AT&T reported a quarterly net income of $3.1 billion, down from $3.5 billion a year ago.
AT&T, the only wireless operator to carry the iPhone, sold 1.6 million of the devices between January and March, bringing total iPhone activations on its network to 6 million. The carrier sold about 300,000 more iPhones in the last quarter of 2008 than in the first quarter of this year, due to holiday and other seasonal factors.
The iPhone again showed it was AT&T's big draw: 40% of its first-quarter iPhone activations were new to the network, a rate in line with past quarters. And the iPhone users generate 1.6 times more revenue for AT&T than its other postpaid users and are more loyal, the company said.
Starting to come out ahead
Though investors were initially wary of how much AT&T was paying Apple for the phone -- estimated to be about $375 per phone -- they are now seeing the investment bear fruit. In earlier quarters, the payout to Apple was depressing margins, but now that users are locked into long-term contracts, AT&T is starting to come out ahead on the back end. The operating margin of its wireless segment this quarter is above 35%, about 10 percentage points higher than in the previous quarter.
One question dogging AT&T is whether it can hold onto its deal with Apple to be the only U.S. carrier selling the iPhone. The Wall Street Journal reported last week that AT&T is talking with Apple to extend the agreement into 2011. Some analysts say AT&T would be fine without the exclusivity, with new phones from Nokia and BlackBerry to keep it going. Plus, the iPhone has already lifted AT&T's brand image, with the 3G iPhone launch coinciding with the rollout of the carrier's new nationwide 3G network.
"It's helped them to showcase that they're cutting-edge. They were kind of the stodgy network," said Frost & Sullivan analyst James Brehm. "If they don't get the exclusive, it won't impact them that much because they will still offer it. They have seen good traction with other devices."
More than just a phone
Apple, which controls the advertising for the iPhone, has been pushing the message that it's more than just a phone, given the more than 25,000 applications available to its users. Its ad series with the line "There's an app for that" shows how the iPhone can manage life's little quandaries, from identifying a song on the radio to finding an apartment.
AT&T is also riding the wave of consumer demand for computing on the go.

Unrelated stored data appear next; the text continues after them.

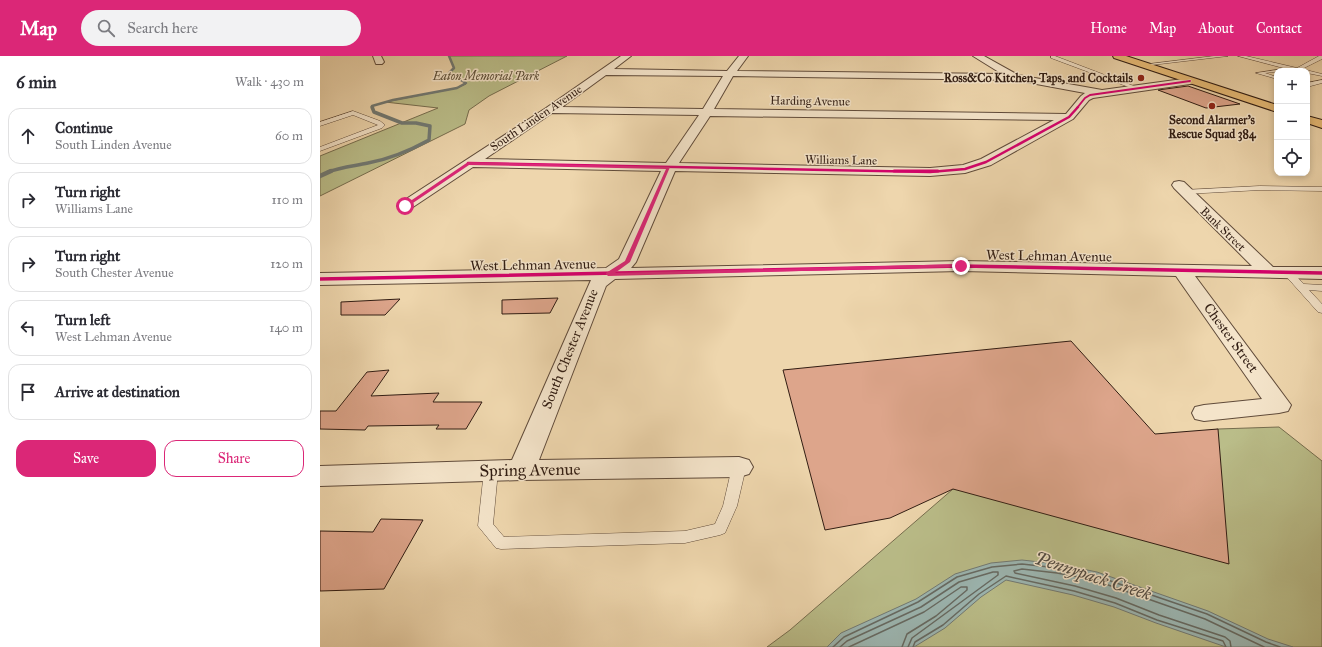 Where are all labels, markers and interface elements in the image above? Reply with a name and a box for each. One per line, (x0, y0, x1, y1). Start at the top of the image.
search box (81, 10, 361, 46)
text: Map (20, 17, 57, 40)
icon: search (95, 17, 117, 39)
text: Search here (127, 19, 198, 37)
text: Home (1090, 20, 1127, 37)
text: Map (1149, 20, 1176, 37)
text: About (1198, 20, 1234, 37)
text: Contact (1256, 20, 1302, 37)
map controls (1274, 68, 1310, 176)
button: + (1274, 68, 1310, 104)
park label: Eaton Memorial Park (432, 69, 540, 83)
place label: Ross&Co Kitchen, Taps, and Cocktails (944, 71, 1134, 86)
text: 6 min (16, 72, 57, 93)
marker: Ross&Co Kitchen, Taps, and Cocktails (1136, 73, 1146, 83)
text: Walk · 430 m (235, 74, 304, 90)
street label: South Linden Avenue (487, 82, 585, 154)
street label: Harding Avenue (770, 93, 850, 110)
marker: Second Alarmer's Rescue Squad 384 (1207, 101, 1217, 111)
button: − (1274, 104, 1310, 140)
place label: Second Alarmer's Rescue Squad 384 (1168, 113, 1257, 142)
text: Continue (55, 119, 113, 137)
icon: ahead (17, 125, 39, 147)
text: 60 m (275, 128, 303, 144)
text: South Linden Avenue (55, 137, 172, 153)
button: locate (1274, 140, 1310, 176)
street label: Williams Lane (805, 152, 877, 168)
text: Turn right (55, 183, 120, 201)
icon: right (17, 189, 39, 211)
text: 110 m (271, 192, 303, 208)
route start (396, 197, 414, 215)
text: Williams Lane (55, 201, 133, 217)
street label: Bank Street (1197, 204, 1249, 255)
street label: West Lehman Avenue (986, 246, 1112, 266)
text: Turn right (55, 247, 120, 265)
icon: right (17, 253, 39, 275)
street label: West Lehman Avenue (470, 255, 596, 275)
text: 120 m (270, 256, 303, 272)
route end (952, 257, 970, 275)
text: South Chester Avenue (55, 265, 174, 281)
street label: South Chester Avenue (538, 286, 602, 411)
street label: Chester Street (1200, 300, 1262, 376)
text: Turn left (55, 311, 111, 329)
icon: left (17, 317, 39, 339)
text: 140 m (269, 320, 303, 336)
text: West Lehman Avenue (55, 329, 172, 345)
icon: arrive (17, 381, 39, 403)
text: Arrive at destination (55, 383, 180, 401)
button: Save (16, 440, 156, 477)
button: Share (164, 440, 304, 477)
street label: Spring Avenue (479, 459, 581, 481)
water label: Pennypack Creek (1031, 547, 1154, 606) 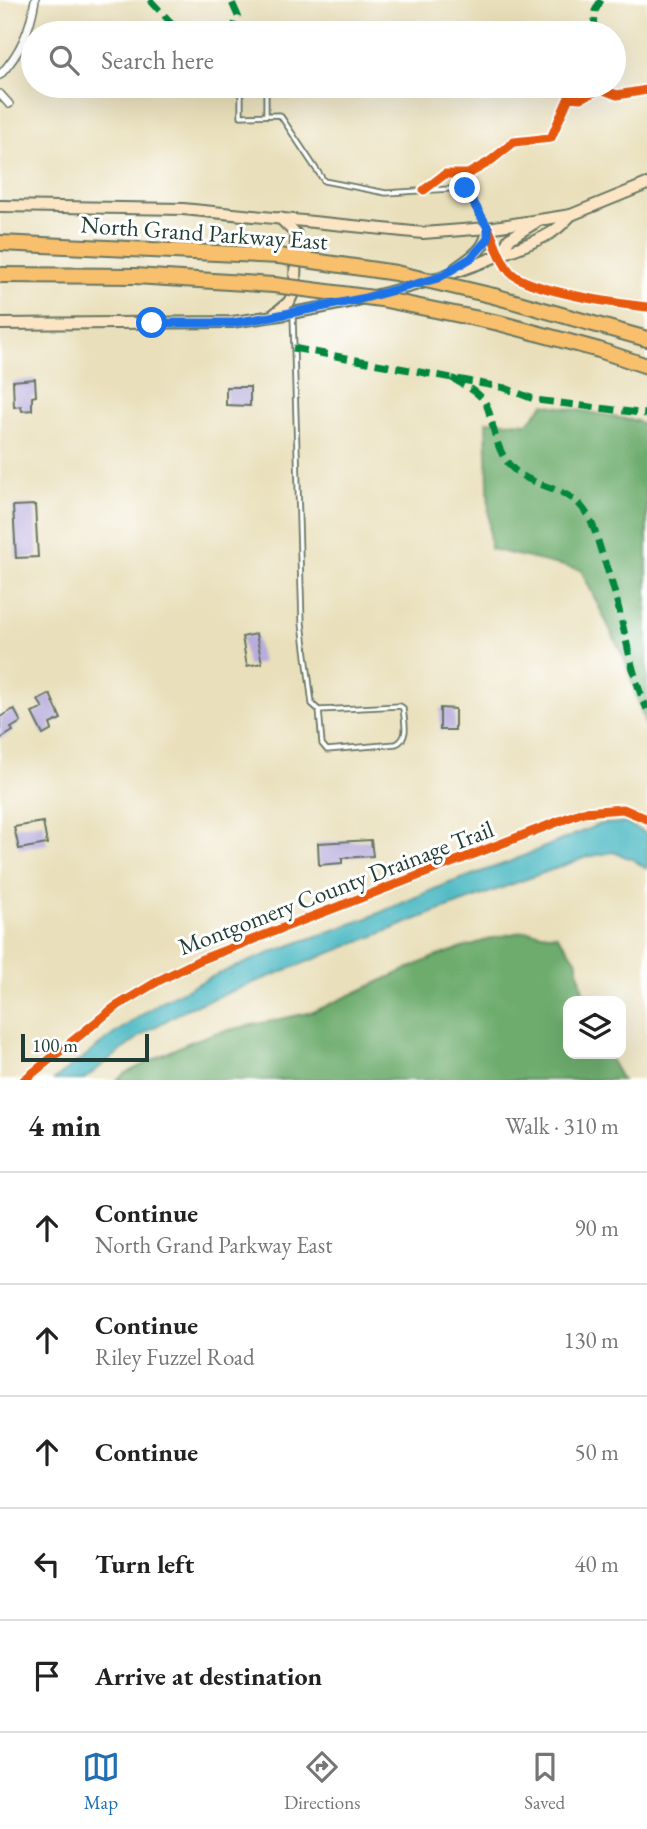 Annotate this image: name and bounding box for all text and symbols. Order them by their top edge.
search box [21,21,626,98]
icon: search [45,41,83,79]
text: Search here [101,43,214,77]
route end [449,172,480,203]
street label: North Grand Parkway East [79,208,329,257]
route start [136,307,167,338]
street label: Montgomery County Drainage Trail [174,813,498,962]
map controls [563,996,626,1059]
button: layers [563,996,626,1059]
scale bar [21,1031,149,1063]
text: 100 m [32,1033,78,1058]
text: 4 min [28,1106,101,1145]
text: Walk · 310 m [505,1111,619,1141]
text: Continue [95,1196,198,1230]
icon: ahead [28,1209,66,1247]
text: 90 m [574,1213,619,1243]
text: North Grand Parkway East [95,1230,332,1260]
text: Continue [95,1308,198,1342]
icon: ahead [28,1321,66,1359]
text: 130 m [563,1325,619,1355]
text: Riley Fuzzel Road [95,1342,255,1372]
icon: ahead [28,1433,66,1471]
text: Continue [95,1435,198,1469]
text: 50 m [574,1437,619,1467]
icon: left [28,1545,66,1583]
text: Turn left [95,1547,194,1581]
text: 40 m [574,1549,619,1579]
icon: arrive [28,1657,66,1695]
text: Arrive at destination [95,1659,322,1693]
tab: Map [82,1748,120,1815]
tab: Directions [284,1748,360,1815]
tab: Saved [524,1748,565,1815] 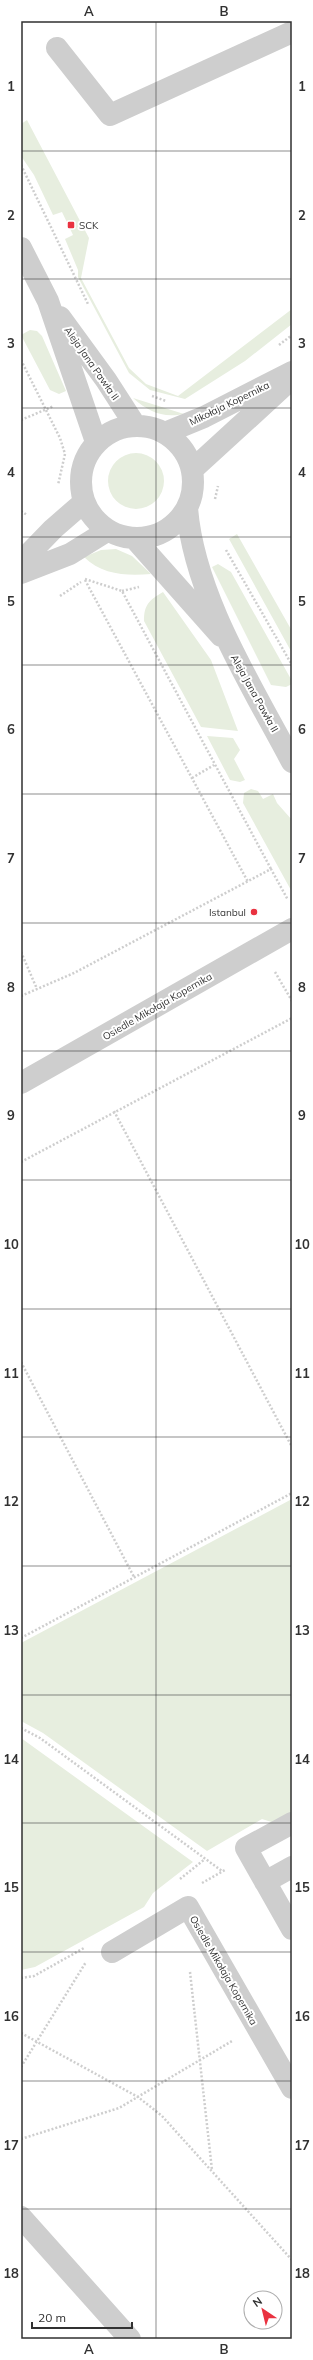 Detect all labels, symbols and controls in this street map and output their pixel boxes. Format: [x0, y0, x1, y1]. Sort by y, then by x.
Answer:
text: A [84, 3, 94, 19]
text: B [220, 3, 229, 19]
text: 1 [7, 78, 15, 94]
text: 1 [298, 78, 306, 94]
text: 2 [7, 207, 15, 223]
text: 2 [298, 207, 306, 223]
place label: SCK [79, 219, 99, 232]
marker: SCK [66, 220, 76, 230]
street label: Aleja Jana Pawła II [61, 324, 122, 403]
text: 3 [7, 335, 15, 351]
text: 3 [298, 335, 306, 351]
street label: Mikołaja Kopernika [187, 378, 271, 428]
text: 4 [7, 464, 15, 480]
text: 4 [298, 464, 306, 480]
text: 5 [7, 593, 15, 609]
text: 5 [298, 593, 306, 609]
street label: Aleja Jana Pawła II [228, 652, 281, 734]
text: 6 [7, 721, 15, 737]
text: 6 [298, 721, 306, 737]
text: 7 [7, 850, 15, 866]
text: 7 [298, 850, 306, 866]
place label: Istanbul [209, 906, 246, 919]
marker: Istanbul [249, 907, 259, 917]
street label: Osiedle Mikołaja Kopernika [100, 970, 214, 1043]
text: 8 [7, 979, 15, 995]
text: 8 [298, 979, 306, 995]
text: 9 [7, 1107, 15, 1123]
text: 9 [298, 1107, 306, 1123]
text: 10 [3, 1236, 19, 1252]
text: 10 [294, 1236, 310, 1252]
text: 11 [3, 1365, 19, 1381]
text: 11 [294, 1365, 310, 1381]
text: 12 [3, 1493, 19, 1509]
text: 12 [294, 1493, 310, 1509]
text: 13 [3, 1622, 19, 1638]
text: 13 [294, 1622, 310, 1638]
text: 14 [3, 1751, 19, 1767]
text: 14 [294, 1751, 310, 1767]
text: 15 [3, 1879, 19, 1895]
text: 15 [294, 1879, 310, 1895]
street label: Osiedle Mikołaja Kopernika [187, 1913, 260, 2027]
text: 16 [3, 2008, 19, 2024]
text: 16 [294, 2008, 310, 2024]
text: 17 [3, 2137, 19, 2153]
text: 17 [294, 2137, 310, 2153]
text: 18 [3, 2265, 19, 2281]
text: 18 [294, 2265, 310, 2281]
north arrow [243, 2290, 283, 2330]
text: N [250, 2294, 265, 2310]
scale bar [32, 2304, 132, 2330]
text: 20 m [38, 2310, 66, 2325]
text: A [84, 2341, 94, 2357]
text: B [220, 2341, 229, 2357] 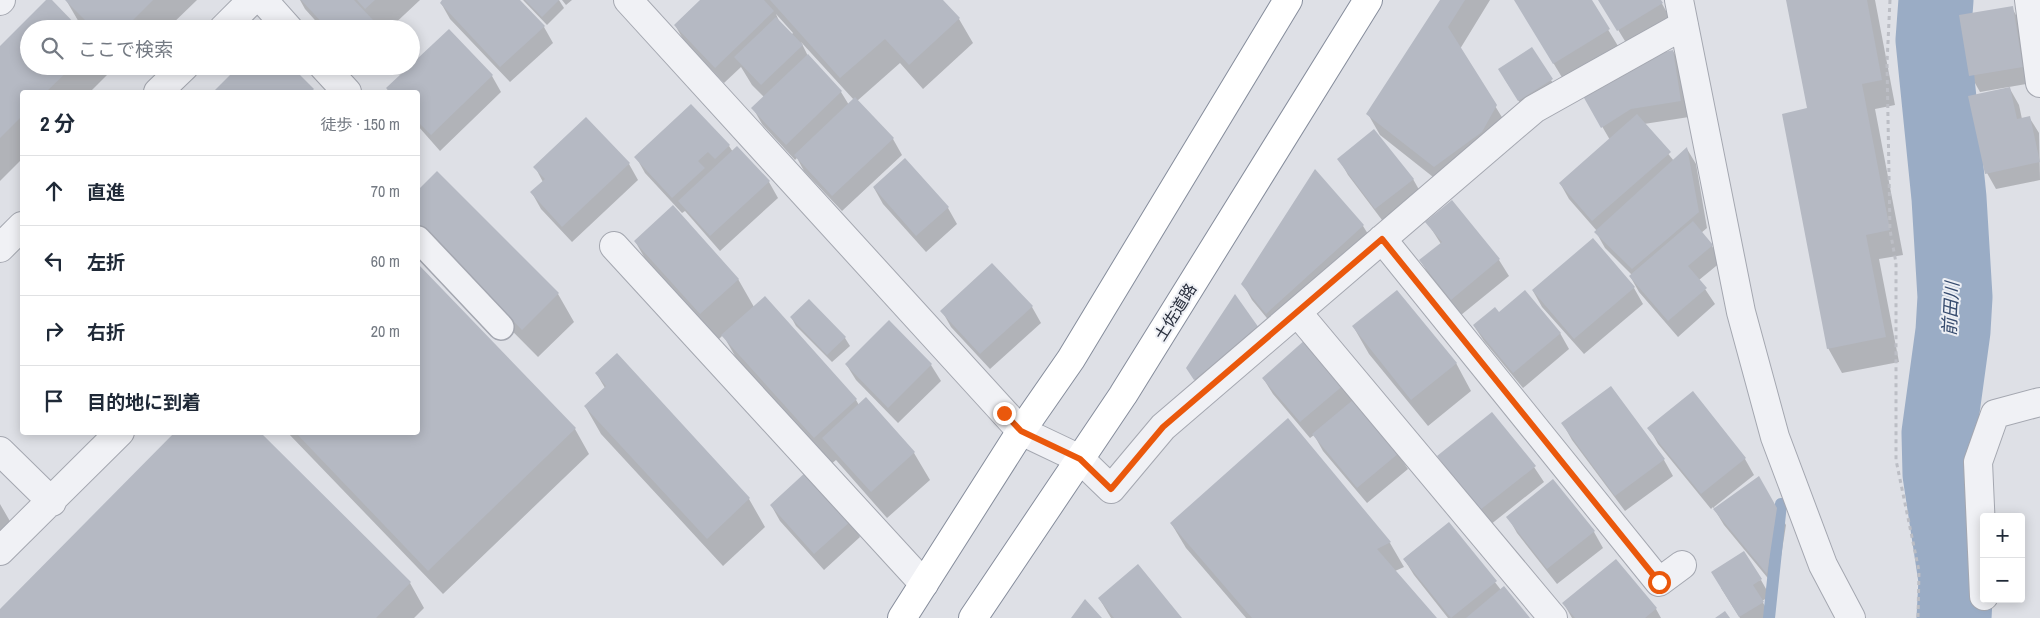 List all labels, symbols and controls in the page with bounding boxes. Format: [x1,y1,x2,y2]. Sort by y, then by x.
search box [20,20,420,75]
icon: search [38,34,66,62]
text: ここで検索 [78,36,173,62]
text: 2 分 [40,109,75,138]
text: 徒歩 · 150 m [321,113,400,135]
icon: ahead [40,177,68,205]
text: 直進 [87,179,125,205]
text: 70 m [371,180,400,202]
icon: left [40,247,68,275]
text: 左折 [87,249,125,275]
text: 60 m [371,250,400,272]
street label: 土佐道路 [1149,279,1201,345]
water label: 前田川 [1937,279,1965,337]
icon: right [40,317,68,345]
text: 右折 [87,319,125,345]
text: 20 m [371,320,400,342]
icon: arrive [40,387,68,415]
text: 目的地に到着 [87,389,201,415]
route end [993,402,1016,425]
map controls [1980,513,2025,603]
button: + [1980,513,2025,558]
button: − [1980,558,2025,603]
route start [1648,571,1671,594]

Its postpaid wireless subscribers with integrated devices such as smartphones and netbooks more than doubled over the past year, and those devices accounted for 60% of its total wireless-device sales.
With a net 1.2 million wireless-customer additions last quarter, AT&T has more than 78 million subscribers, closing in on Verizon, which has more than 80 million. Its turnover rate was flat from last quarter, at 1.2%.